Curiosamente, o mesmo Augusto Maurer que defende a necessidade de orquestras com financiamento público (uma política pública altamente elitista) também acha que devemos extinguir a democracia representativa, os legislativos e os partidos, para estabelecer governo direto pela internet com decisões plebicitárias. Como neste post: Políticos demais (iii): anotações para uma reforma política
Sempre que leio este tipo de post dele sobre política tenho vontade de perguntar: “meu filho, o que você acha que aconteceria se fizéssemos um plebiscito pela internet para decidir se devemos ou não manter orquestras com verba pública?” Ironicamente, a OSPA e a Oficina de Música de Curitiba, bem como a programação do Teatro Municipal de São Paulo, estão entre as muitas vítimas a ascensão do populismo anti elitista que derruba governo no Brasil, elege Sartori, Greca e Dória, ou Trump e Teresa May.
Sobre elites e suas instituições culturais
Ao contrário do que possa parecer numa leitura mais apressada, democracia não é a decisão por maioria.

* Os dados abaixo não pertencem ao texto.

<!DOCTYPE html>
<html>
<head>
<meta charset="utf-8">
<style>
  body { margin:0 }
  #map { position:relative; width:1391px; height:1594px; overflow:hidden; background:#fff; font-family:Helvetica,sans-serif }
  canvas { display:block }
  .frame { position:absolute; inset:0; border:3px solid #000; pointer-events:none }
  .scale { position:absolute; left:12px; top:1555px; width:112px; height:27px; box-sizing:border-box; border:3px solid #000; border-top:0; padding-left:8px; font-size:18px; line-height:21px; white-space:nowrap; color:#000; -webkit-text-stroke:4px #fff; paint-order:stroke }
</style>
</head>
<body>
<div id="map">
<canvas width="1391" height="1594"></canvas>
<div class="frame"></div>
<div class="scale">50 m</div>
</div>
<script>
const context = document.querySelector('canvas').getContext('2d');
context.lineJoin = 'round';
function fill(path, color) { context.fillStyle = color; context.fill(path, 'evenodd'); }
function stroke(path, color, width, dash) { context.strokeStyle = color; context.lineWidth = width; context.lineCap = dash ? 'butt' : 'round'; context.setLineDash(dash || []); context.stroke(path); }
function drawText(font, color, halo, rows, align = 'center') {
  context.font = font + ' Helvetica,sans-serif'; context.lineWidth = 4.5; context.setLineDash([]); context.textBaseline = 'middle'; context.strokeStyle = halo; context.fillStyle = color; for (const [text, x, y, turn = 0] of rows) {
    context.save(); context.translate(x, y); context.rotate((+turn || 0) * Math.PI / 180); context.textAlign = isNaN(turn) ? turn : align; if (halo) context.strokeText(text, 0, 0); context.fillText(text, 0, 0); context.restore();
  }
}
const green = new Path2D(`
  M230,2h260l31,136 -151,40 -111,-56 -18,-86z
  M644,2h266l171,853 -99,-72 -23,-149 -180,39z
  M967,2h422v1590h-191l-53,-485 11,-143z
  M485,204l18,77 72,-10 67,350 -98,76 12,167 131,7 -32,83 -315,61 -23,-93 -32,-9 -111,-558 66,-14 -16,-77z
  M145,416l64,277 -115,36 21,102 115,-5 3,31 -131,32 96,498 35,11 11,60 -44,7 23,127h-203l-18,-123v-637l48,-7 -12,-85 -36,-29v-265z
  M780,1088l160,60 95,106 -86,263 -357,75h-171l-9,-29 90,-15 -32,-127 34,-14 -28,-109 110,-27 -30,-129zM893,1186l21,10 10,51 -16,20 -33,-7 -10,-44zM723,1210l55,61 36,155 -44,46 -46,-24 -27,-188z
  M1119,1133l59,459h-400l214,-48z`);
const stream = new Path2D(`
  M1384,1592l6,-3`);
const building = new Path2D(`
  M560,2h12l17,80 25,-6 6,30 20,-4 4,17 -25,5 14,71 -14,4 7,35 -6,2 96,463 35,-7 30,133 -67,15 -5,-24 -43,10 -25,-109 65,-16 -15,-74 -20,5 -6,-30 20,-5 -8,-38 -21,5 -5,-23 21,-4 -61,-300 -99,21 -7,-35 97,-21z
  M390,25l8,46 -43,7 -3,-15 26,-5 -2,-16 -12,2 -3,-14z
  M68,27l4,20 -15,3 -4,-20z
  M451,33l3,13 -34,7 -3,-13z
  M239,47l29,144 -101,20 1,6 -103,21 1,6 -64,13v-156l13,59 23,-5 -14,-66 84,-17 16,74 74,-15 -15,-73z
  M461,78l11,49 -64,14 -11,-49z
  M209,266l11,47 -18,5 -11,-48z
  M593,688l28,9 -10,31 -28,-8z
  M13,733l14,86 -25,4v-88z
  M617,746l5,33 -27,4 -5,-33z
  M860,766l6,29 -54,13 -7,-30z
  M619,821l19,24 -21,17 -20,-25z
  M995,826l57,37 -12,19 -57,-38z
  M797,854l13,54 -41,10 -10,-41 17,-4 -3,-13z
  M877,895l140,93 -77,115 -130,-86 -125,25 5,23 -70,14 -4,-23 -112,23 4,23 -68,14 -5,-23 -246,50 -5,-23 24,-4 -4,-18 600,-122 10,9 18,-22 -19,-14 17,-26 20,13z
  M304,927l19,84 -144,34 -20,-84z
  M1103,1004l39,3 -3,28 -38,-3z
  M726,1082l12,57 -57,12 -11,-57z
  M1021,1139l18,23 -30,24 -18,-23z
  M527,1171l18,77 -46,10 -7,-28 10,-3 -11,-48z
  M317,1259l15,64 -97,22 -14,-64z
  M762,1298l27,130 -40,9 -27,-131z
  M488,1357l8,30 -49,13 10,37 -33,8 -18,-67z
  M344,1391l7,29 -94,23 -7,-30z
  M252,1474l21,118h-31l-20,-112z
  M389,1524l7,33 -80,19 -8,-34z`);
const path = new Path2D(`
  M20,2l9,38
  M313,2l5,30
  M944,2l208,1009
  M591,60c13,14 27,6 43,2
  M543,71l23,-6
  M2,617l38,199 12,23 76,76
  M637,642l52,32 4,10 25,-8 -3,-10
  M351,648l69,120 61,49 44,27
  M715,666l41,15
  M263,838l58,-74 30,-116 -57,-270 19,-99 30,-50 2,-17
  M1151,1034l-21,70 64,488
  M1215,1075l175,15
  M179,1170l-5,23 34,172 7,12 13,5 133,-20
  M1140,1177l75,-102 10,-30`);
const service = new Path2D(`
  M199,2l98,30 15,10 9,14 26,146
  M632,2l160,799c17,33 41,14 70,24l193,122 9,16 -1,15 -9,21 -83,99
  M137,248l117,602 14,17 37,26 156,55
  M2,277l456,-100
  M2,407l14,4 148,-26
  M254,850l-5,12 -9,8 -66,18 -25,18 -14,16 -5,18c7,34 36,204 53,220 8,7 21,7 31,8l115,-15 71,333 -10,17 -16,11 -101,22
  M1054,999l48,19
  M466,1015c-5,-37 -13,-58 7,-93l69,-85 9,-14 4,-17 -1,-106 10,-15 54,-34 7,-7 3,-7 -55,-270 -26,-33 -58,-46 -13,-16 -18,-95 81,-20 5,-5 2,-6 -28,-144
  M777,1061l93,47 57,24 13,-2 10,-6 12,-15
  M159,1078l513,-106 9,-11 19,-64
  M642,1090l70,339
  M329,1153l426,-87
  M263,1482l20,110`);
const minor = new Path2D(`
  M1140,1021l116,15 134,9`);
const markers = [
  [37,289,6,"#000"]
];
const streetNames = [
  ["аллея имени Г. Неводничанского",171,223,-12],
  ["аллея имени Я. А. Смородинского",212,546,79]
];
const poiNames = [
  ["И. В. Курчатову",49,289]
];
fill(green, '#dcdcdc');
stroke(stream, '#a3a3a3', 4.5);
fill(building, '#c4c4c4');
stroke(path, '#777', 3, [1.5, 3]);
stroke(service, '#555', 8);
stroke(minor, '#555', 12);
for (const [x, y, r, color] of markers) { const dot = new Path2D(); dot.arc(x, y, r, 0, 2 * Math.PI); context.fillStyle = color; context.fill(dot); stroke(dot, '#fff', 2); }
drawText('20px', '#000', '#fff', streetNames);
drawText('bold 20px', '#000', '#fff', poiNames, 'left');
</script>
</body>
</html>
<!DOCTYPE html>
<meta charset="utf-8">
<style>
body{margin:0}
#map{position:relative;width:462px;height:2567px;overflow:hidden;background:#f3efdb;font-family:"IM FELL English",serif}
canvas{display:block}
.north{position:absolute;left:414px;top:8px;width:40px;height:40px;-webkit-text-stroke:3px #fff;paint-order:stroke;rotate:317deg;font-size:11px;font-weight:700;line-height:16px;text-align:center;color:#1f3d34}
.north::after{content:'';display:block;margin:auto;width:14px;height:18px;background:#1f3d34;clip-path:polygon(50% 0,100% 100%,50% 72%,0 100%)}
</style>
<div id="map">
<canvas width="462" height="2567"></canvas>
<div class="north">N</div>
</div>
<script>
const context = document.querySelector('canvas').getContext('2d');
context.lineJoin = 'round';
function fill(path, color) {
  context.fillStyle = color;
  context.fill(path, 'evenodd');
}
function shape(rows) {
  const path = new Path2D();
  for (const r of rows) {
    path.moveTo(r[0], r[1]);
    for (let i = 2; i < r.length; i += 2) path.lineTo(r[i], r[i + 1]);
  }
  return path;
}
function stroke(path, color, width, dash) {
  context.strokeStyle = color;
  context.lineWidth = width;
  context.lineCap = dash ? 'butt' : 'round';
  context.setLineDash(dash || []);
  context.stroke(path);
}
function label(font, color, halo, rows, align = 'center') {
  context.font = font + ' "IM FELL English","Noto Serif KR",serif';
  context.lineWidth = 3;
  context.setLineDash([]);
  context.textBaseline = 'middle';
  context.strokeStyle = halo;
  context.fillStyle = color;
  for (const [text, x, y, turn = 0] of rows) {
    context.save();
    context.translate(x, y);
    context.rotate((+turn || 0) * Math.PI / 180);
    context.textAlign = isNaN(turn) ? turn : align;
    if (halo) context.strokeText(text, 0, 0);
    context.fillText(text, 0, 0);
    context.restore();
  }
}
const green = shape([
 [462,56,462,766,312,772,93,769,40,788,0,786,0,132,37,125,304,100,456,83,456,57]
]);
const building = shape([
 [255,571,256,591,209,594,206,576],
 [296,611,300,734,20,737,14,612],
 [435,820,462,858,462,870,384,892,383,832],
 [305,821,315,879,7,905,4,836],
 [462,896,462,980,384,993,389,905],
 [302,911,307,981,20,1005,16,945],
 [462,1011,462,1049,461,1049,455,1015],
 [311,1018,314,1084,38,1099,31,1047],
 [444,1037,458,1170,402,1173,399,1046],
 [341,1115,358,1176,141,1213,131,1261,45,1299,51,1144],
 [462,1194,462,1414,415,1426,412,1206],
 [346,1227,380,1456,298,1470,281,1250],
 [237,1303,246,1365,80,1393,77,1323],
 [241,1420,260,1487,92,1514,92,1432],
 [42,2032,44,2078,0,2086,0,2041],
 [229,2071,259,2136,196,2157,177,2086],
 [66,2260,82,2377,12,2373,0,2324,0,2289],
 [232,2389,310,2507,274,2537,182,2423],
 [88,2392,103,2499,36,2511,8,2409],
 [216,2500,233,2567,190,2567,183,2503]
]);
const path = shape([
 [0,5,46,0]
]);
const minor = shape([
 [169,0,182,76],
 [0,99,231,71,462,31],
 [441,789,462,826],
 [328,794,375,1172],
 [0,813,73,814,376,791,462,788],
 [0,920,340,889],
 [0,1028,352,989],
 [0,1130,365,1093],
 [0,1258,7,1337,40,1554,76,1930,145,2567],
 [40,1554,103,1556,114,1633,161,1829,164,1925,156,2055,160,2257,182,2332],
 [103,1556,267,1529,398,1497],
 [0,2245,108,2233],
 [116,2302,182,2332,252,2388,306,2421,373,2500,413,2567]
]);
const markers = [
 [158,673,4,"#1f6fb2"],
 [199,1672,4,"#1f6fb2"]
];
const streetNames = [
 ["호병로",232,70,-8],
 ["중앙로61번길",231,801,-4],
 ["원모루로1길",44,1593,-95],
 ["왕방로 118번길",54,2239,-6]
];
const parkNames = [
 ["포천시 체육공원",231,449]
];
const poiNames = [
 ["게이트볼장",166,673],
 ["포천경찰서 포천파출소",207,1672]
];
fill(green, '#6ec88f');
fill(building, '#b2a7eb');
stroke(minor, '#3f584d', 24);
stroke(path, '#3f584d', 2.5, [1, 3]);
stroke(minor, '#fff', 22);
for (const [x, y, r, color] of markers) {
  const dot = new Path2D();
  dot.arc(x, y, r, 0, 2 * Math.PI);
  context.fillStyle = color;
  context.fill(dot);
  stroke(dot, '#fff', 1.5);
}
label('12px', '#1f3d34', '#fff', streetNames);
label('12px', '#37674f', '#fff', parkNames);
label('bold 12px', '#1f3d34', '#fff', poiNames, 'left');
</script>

Mas um frágil equilíbrio entre decisões por sufrágio, manutenção de regras claras, instituições e equipes técnicas de elite, representatividade, defesa de minorias e uma série de outros fatores de uma frágil ecologia.
Sim, eu concordo com o Augusto Maurer que precisamos manter orquestras públicas. Mas discordo muito da maneira como ele situa tudo isso num contexto político mais amplo. Vivemos um difícil equilíbrio político institucional. Arrasar a civilização pode custar o simples apertar de um botão. Manter a tradição cultural requer enorme dispêndio de tempo, trabalho e dinheiro. (Repito a frase tantas vezes dita pelo professor Paulo Castagna numa oficina sobre acervos musicais na ANPPOM).
Convencer a população em geral de que vale a pena o esforço de manter essas tradições culturais é um trabalho contínuo. Mais fácil de ser feito quando estamos gerando prosperidade e distribuindo isso de maneira mais ou menos equilibrada. Caso contrário, as elites correm o risco de ver suas cabeças decepadas – ou perderem suas significativas instituições culturais.